Dear OMERS Plan members,

CUPE Ontario is profoundly disappointed to report to you that the OMERS Sponsor Corporation Board of Directors has voted in favour of eliminating the guaranteed indexing of your pension for service worked after December 31, 2022.

The “Shared Risk indexing” proposal passed. This means that for service worked after December 31, 2022, annual indexing for that portion of your OMERS pension could be reduced or even eliminated. It is especially bad for younger workers or new hires who will have to work most or all their career without getting the guaranteed indexing of their pension in retirement. Plan members who are already retired are not impacted by this change.

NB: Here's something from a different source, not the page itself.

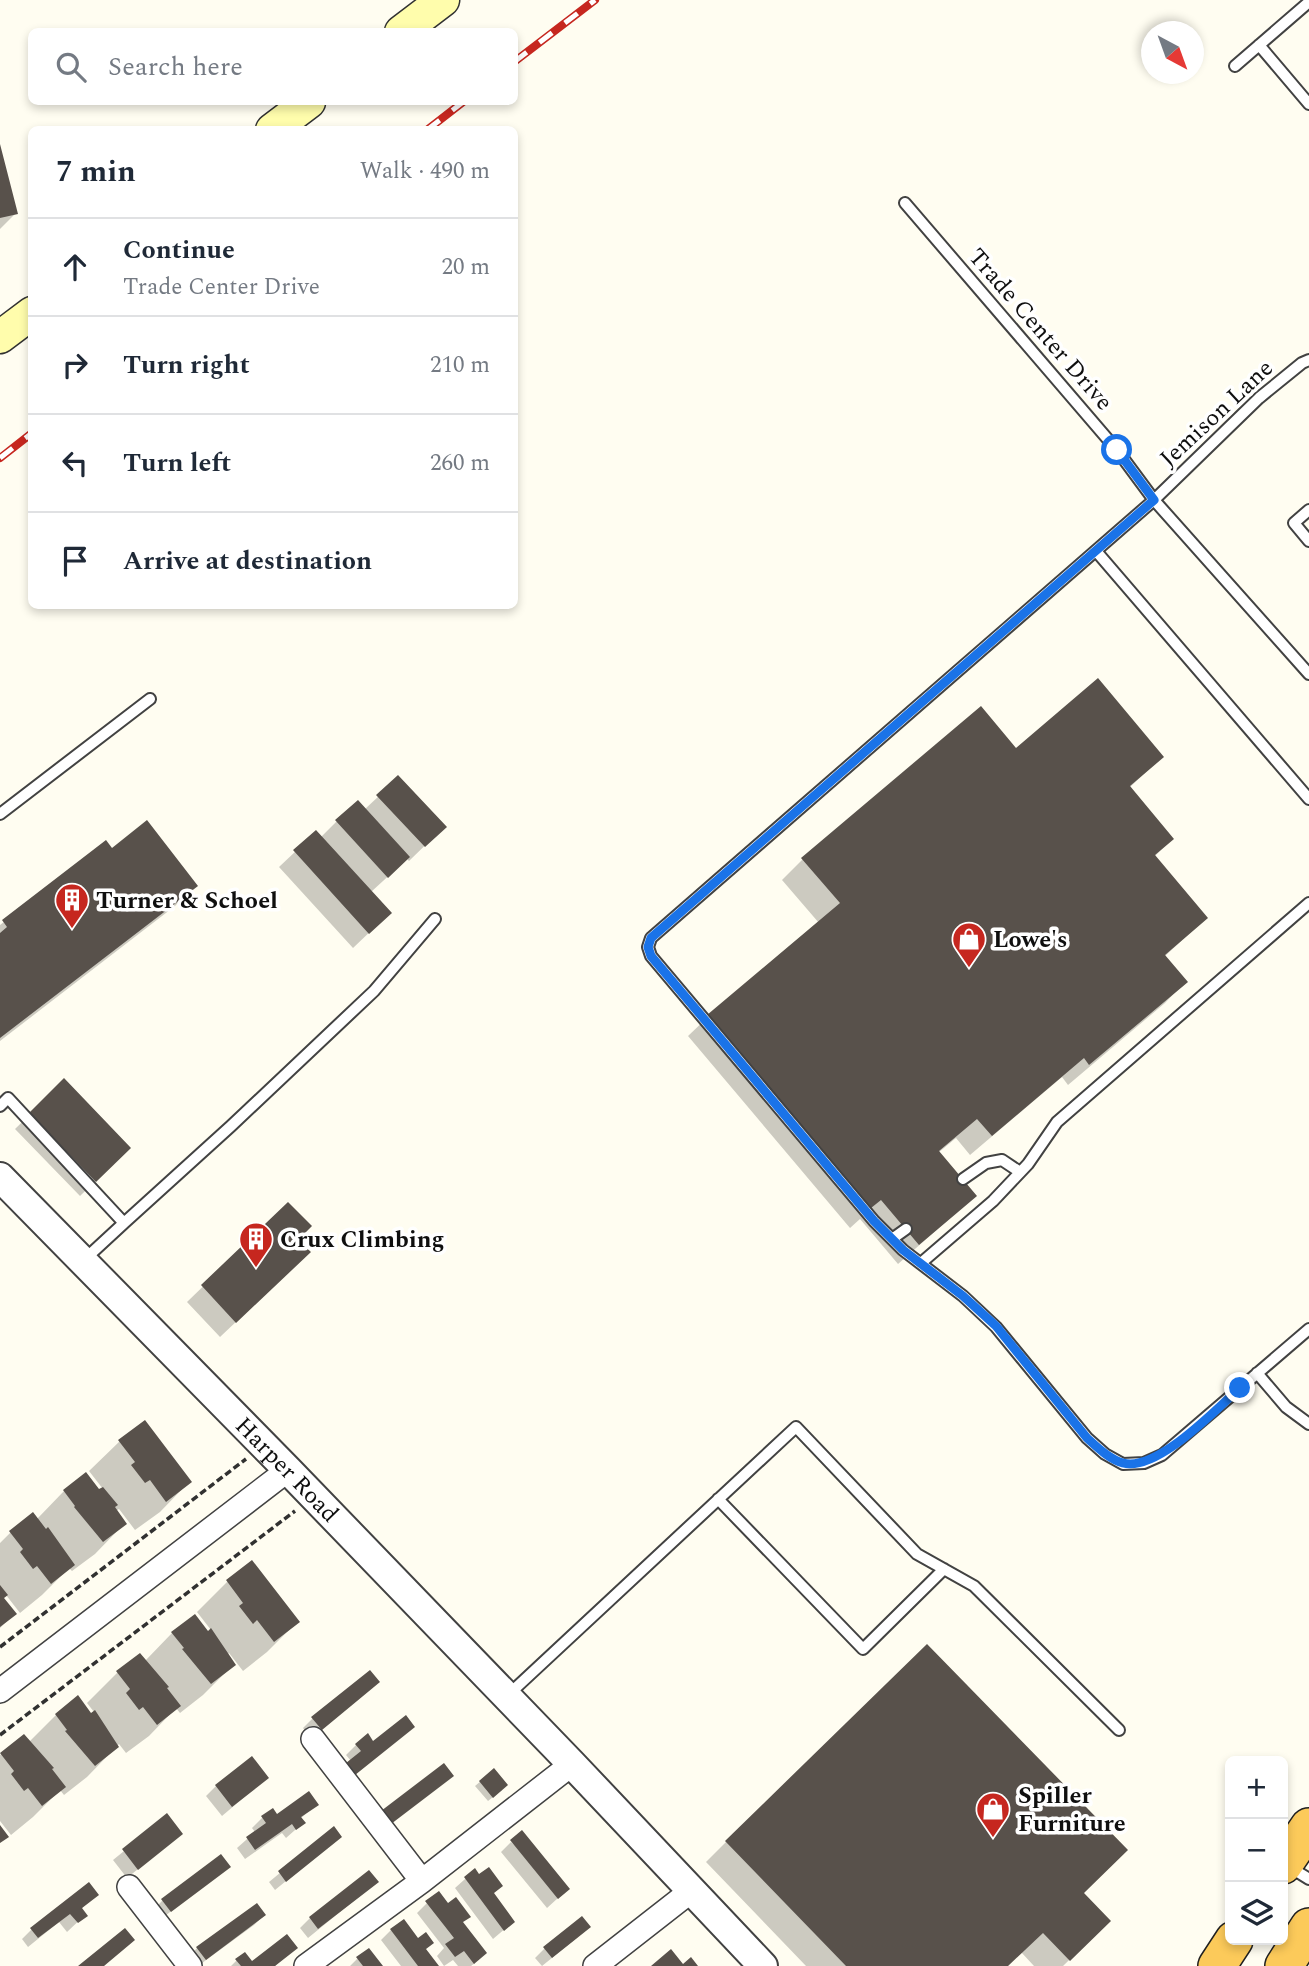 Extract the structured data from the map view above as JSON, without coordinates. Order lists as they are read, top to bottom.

Indexing is the annual increase to your pension to keep up with the cost-of-living. Just like your union fights for wage increases, we must also fight for pension increases. Our living standards should improve, not decline. After a lifetime of work, workers expect to have a decent and secure retirement. That means having a pension that increases with the cost-of-living, so we don’t get farther and farther behind. Indexing is especially important for workers who don’t earn as much as they should. For example, the average pension for a CUPE school board worker after 30 years of service is only about $15,000/year.
That's just the partial email. Not sure if they can fight to change it back before the change happens.
Why can't we all just get along?
[OP]
Newbie
Feb 22, 2015
88 posts
62 upvotes
Thank you everyone for feedback and insights ... I am now leaning towards the decision to pull the money out of OMERS!
Have got to know quite a few things that I didn’t know before.
Jr. Member
Apr 6, 2020
109 posts
72 upvotes
Toronto
yyz2hkg wrote: Question...would the best 5 years be considered at any point of your career, or is it your last 5 years before you retire for OMERS?

TIA
best 5 CONSECUTIVE years... also, any time earned prior to 2023 change will be fully indexed, it's just the time you earn after the change that isn't guaranteed to be fully indexed
GTA Real Estate Agent
Deal Addict
Jan 12, 2017
1637 posts
963 upvotes
I wonder how shared risk impacts commuted value and buy back calculations roof contributions after 2021... If they assume 2%, might make sense for all pensioners to take commuted values rather than pensions. 2% seems fair, as due diligence on OMERS' part should meet at least this amount. Assuming less means they have no intention of honouring inflation as part of the plan.

That would cause the plan to implode at some point in the future.
mjkrealty wrote: best 5 CONSECUTIVE years... also, any time earned prior to 2023 change will be fully indexed, it's just the time you earn after the change that isn't guaranteed to be fully indexed
Newbie
Jul 26, 2009
55 posts
9 upvotes
Toronto
I had an OMERS pension too but was only with the company for 6 months. Commuted value was less than 6k. What would be the best option to take in this current economy?